* **PROBLEM TO WORK ON**: Every line holding "Weimar" should be copied from the records below.
─── DATA SUPPLIED ───
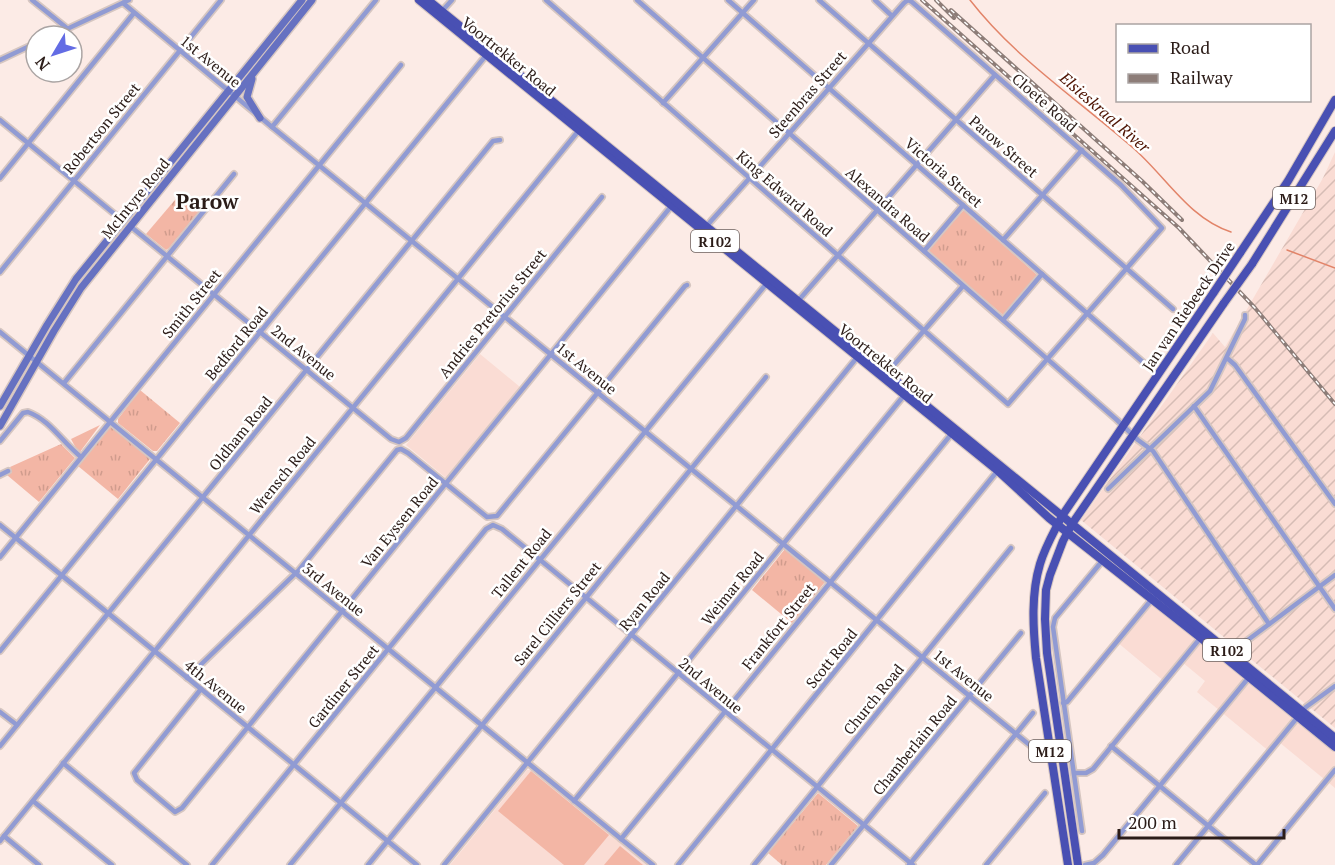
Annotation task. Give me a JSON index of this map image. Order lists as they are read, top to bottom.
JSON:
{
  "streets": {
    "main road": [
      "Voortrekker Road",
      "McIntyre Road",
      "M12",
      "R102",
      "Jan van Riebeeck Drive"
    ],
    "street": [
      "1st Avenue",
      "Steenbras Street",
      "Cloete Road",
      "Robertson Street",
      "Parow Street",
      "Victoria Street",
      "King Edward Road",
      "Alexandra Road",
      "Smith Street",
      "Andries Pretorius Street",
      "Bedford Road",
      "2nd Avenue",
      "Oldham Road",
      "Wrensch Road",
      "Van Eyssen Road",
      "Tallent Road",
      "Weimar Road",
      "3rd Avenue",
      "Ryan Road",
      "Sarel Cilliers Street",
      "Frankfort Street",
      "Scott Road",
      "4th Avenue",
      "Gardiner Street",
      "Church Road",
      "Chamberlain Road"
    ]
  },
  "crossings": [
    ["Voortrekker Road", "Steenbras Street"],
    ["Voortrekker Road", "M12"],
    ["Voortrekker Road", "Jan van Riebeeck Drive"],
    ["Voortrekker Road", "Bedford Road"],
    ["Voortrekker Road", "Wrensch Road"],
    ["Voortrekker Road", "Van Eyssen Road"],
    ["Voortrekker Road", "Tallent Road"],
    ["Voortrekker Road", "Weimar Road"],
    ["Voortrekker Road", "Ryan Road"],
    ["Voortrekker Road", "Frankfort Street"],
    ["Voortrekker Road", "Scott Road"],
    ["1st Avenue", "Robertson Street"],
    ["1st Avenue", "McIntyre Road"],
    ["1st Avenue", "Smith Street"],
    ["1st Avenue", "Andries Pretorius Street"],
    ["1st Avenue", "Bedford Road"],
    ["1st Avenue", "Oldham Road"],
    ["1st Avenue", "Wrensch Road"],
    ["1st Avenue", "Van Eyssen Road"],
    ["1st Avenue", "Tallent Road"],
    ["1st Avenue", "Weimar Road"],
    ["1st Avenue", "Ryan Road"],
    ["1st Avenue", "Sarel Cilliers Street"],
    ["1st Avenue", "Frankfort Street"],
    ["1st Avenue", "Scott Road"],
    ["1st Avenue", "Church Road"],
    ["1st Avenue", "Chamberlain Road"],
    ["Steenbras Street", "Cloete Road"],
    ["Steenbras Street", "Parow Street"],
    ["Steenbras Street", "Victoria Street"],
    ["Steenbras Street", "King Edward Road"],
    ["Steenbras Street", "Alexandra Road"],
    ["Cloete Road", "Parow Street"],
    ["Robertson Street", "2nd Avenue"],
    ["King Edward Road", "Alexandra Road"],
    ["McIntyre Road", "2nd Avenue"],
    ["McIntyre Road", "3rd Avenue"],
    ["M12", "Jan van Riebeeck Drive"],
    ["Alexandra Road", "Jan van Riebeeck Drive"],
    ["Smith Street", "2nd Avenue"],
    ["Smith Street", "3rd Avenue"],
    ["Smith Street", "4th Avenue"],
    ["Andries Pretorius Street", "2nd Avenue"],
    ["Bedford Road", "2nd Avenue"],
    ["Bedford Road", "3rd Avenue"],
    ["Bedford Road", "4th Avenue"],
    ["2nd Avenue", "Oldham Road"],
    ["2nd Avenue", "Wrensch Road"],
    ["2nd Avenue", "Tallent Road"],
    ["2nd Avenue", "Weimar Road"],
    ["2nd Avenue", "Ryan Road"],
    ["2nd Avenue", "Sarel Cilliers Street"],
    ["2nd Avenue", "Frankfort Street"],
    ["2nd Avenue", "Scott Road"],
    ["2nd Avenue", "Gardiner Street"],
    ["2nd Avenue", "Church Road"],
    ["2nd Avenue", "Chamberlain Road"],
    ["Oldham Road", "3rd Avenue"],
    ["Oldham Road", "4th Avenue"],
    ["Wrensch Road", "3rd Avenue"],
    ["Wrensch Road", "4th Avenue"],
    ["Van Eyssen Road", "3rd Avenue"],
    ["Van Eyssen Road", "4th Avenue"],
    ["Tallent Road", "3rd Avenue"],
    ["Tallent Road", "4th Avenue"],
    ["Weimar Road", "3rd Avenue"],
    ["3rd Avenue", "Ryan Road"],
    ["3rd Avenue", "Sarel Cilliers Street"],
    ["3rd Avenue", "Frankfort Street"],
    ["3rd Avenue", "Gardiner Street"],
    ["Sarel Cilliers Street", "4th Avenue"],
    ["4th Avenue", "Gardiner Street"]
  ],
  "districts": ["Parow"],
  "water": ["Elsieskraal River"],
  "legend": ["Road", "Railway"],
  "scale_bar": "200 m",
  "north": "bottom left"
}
───
* **ANSWER TO THE EXERCISE**:
      "Weimar Road",
    ["Voortrekker Road", "Weimar Road"],
    ["1st Avenue", "Weimar Road"],
    ["2nd Avenue", "Weimar Road"],
    ["Weimar Road", "3rd Avenue"],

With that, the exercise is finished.